The rose 0.6 percent to close at 2,874.69, led by gains in materials and tech. Friday marked the S&P 500's first record close since Jan. 26. The tech-heavy Nasdaq advanced 0.9 percent and closed at 7,945.98.
Netflix rose 5.8 percent on Friday after analysts at SunTrust upgraded the stock, noting it will keep going higher because of its success overseas. The stock has had a strong week, gaining more than 10 percent this week.
The Dow Jones Industrial Average jumped 133.37 points to 25,790.35 as DowDuPont outperformed.
Fed Chair Jerome Powell delivered a speech at the Jackson Hole Symposium in Wyoming, where leading central bankers met to discuss the future of monetary policy.
Powell said he sees "further, gradual" rate hikes moving forward, noting the economy is "strong" and can handle tighter monetary policy.
"The market wasn't sure how hawkish he was going to be," said Shawn Cruz, manager of trader strategy at TD Ameritrade. "I think the biggest takeaway from the speech is he doesn't see inflation rising meaningfully above 2 percent, ... so a gradual pace of rate hikes is still appropriate."
The dollar fell to trade 0.6 percent lower against a basket of currencies following Powell's speech.
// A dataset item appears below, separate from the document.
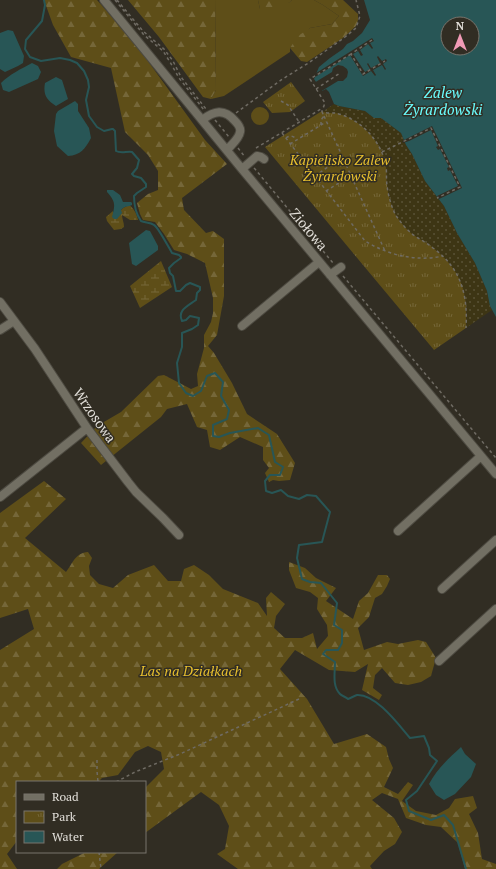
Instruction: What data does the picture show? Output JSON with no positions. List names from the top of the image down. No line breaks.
{"streets":{"street":["Ziołowa","Wrzosowa"]},"water":["Zalew Żyrardowski"],"parks":["Kapielisko Zalew Żyrardowski","Las na Działkach"],"legend":["Road","Park","Water"],"north":"top"}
The greenback's fall helped boost gold and oil prices, which are both traded in dollars.
"The dollar has gone up a bit recently; it's been a pretty crowded trade," said Aaron Hurd, senior portfolio manager of currency at State Street Global Advisors. "I think people have been looking for any reason to sell the dollar."
Sentiment was also boosted by strong earnings and solid economic data being reported earlier this week.
Retailers Lowe's and Target reported better-than-expected earnings this week, sending their shares up 9 percent and 5.1 percent, respectively.
Target CEO Brian Cornell raved about the state of the economy after the company's results were released, noting: "There's no doubt that, like others, we're currently benefiting from a very strong consumer environment — perhaps the strongest I've seen in my career."
President Donald Trump included Cornell's comments in a tweet, calling it "a big statement from a top executive."
Meanwhile, weekly jobless claims fell to 210,000, near levels not seen since 1969. Core durable goods orders rose 1.4 percent in July, more than the expected 0.4 percent increase.
"The numbers show the economy is strong and the consumer keeps spending," said Tim Courtney, chief investment officer at Exencial Wealth Advisors. But investors are not pricing "stories that could add risk to the market."
The strong results from retailers led the major indexes to slight weekly gains as investors also shook off renewed legal worries surrounding Trump. The S&P 500 and Nasdaq rose 0.9 percent and 1.7 percent, respectively. The Dow rose half a percent this week.
Michael Cohen, Trump's former personal lawyer, pleaded guilty on Tuesday to eight counts related to tax fraud, campaign contributions, making false statements to a financial institution and unlawful corporate contributions. Cohen also admitted to making payments to two women at the direction of Trump. Meanwhile, former Trump campaign manager Paul Manafort was found guilty on eight counts in a separate case.
Investors also grappled with trade fears as the U.S. and China concluded talks this week with no major breakthrough. Earlier this week, tariffs against U.S. and Chinese goods came into effect.